§ PROBLEM TO WORK ON
In the listing below, find each line containing "South" and report it.
-- INPUT RECORDS follows --
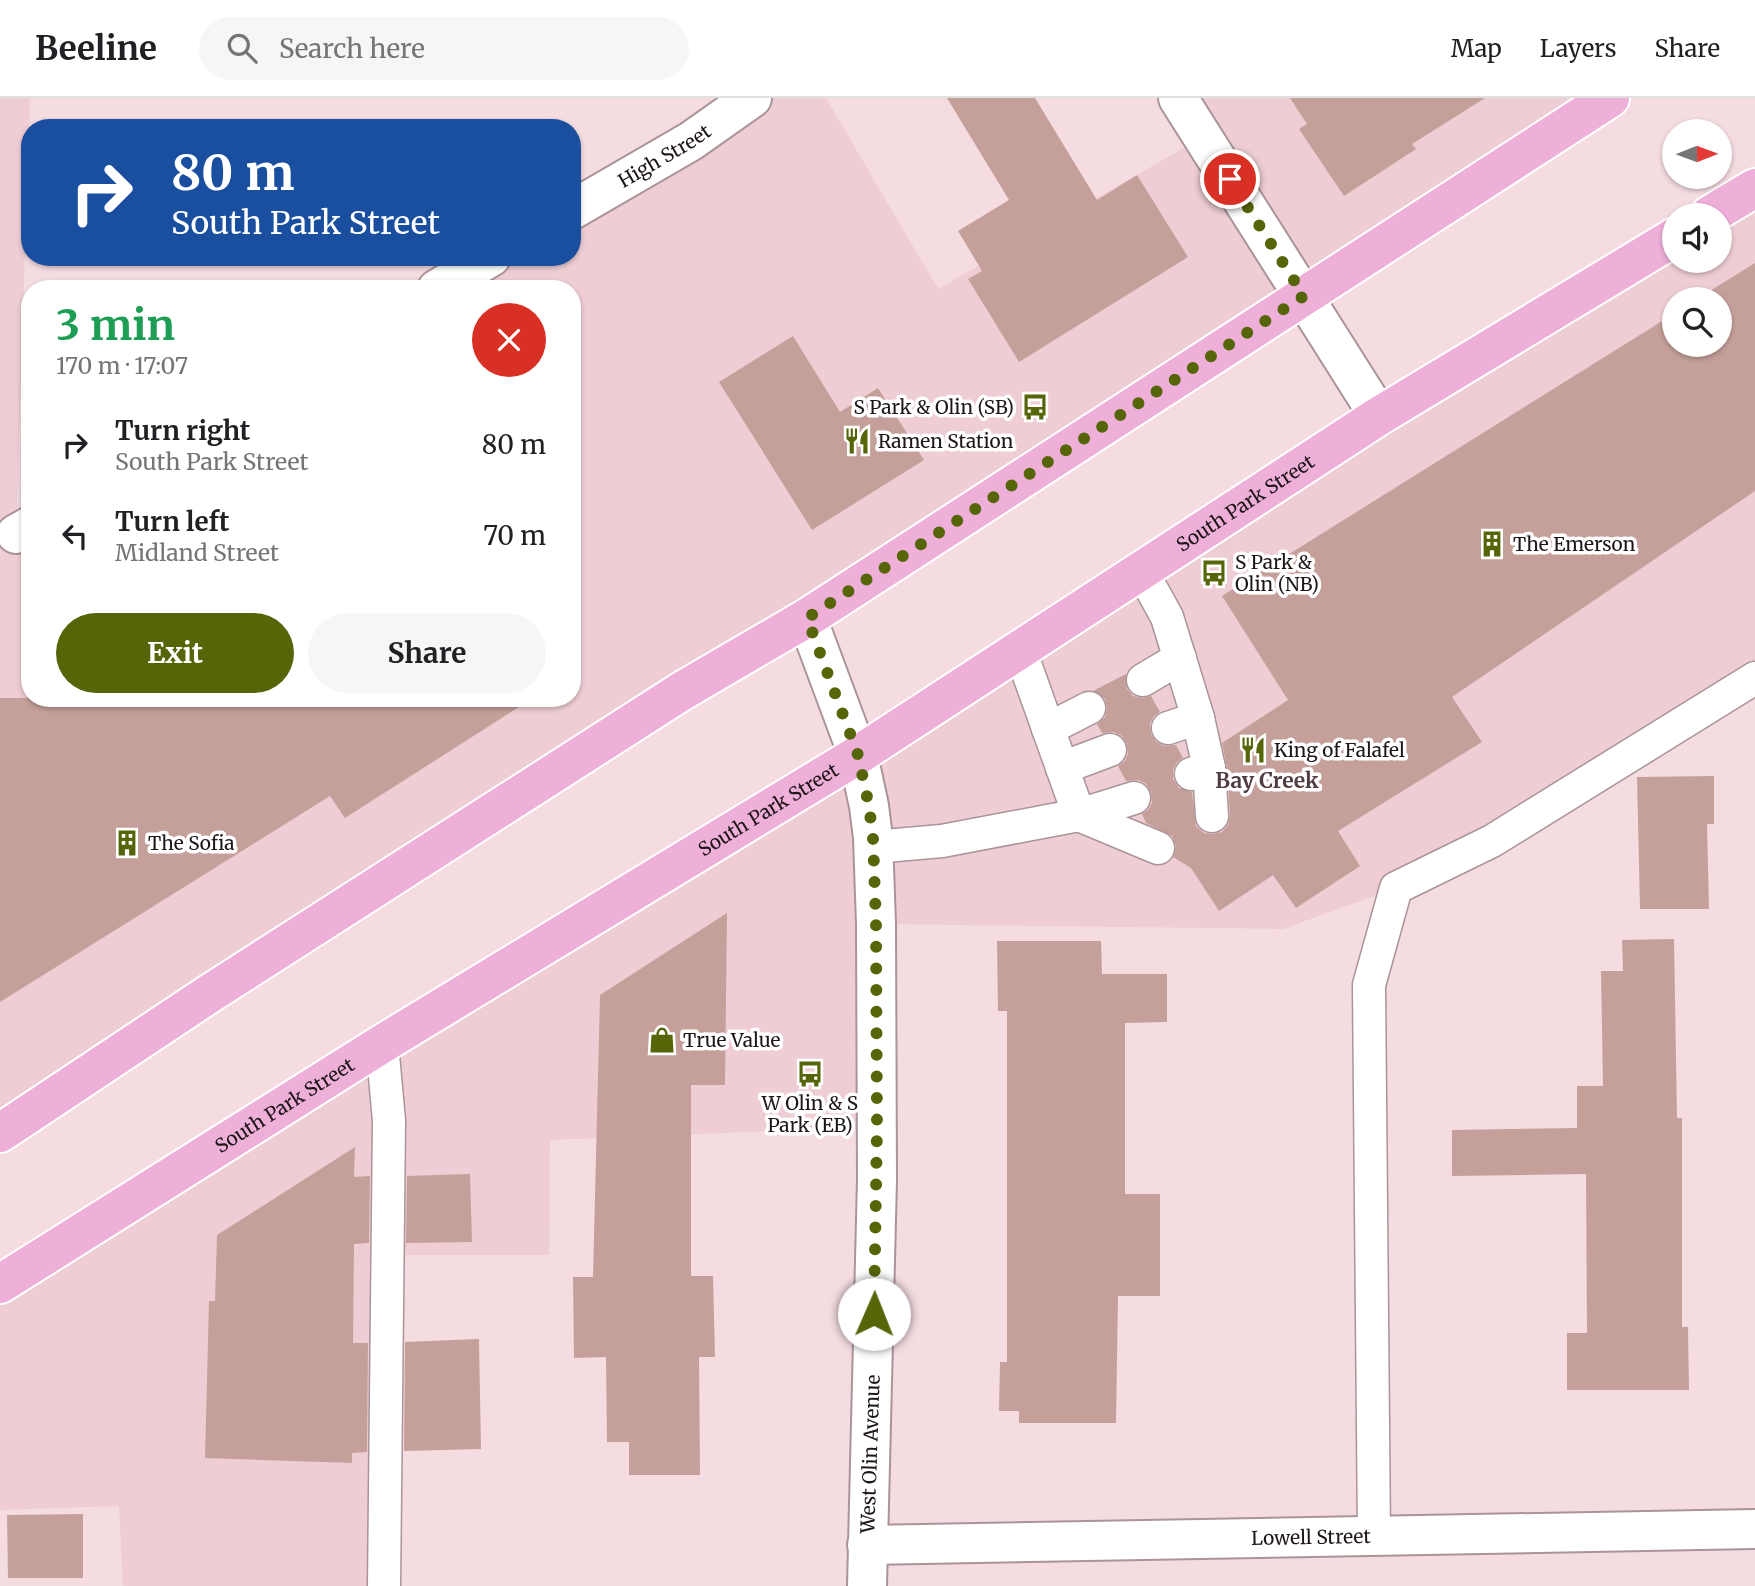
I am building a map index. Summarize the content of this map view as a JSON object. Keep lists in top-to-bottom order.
{
  "streets": {
    "main road": ["South Park Street"],
    "street": ["High Street", "West Olin Avenue", "Lowell Street"]
  },
  "crossings": [
    ["South Park Street", "West Olin Avenue"],
    ["West Olin Avenue", "Lowell Street"]
  ],
  "districts": ["Bay Creek"],
  "places": {
    "bus stop": ["S Park & Olin (SB)", "S Park & Olin (NB)", "W Olin & S Park (EB)"],
    "restaurant": ["Ramen Station", "King of Falafel"],
    "building": ["The Emerson", "The Sofia"],
    "shop": ["True Value"]
  },
  "north": "right",
  "page": {
    "header": "Beeline",
    "search": "Search here",
    "nav": ["Map", "Layers", "Share"],
    "turn": ["80 m", "South Park Street"],
    "heading": ["3 min", "170 m · 17:07"],
    "list": [
      {
        "name": "Turn right",
        "note": "South Park Street",
        "value": "80 m"
      },
      {
        "name": "Turn left",
        "note": "Midland Street",
        "value": "70 m"
      }
    ],
    "buttons": ["Exit", "Share"]
  }
}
-- INPUT RECORDS concluded --
§ THE COMPLETED TASK
    "main road": ["South Park Street"],
    ["South Park Street", "West Olin Avenue"],
    "turn": ["80 m", "South Park Street"],
        "note": "South Park Street",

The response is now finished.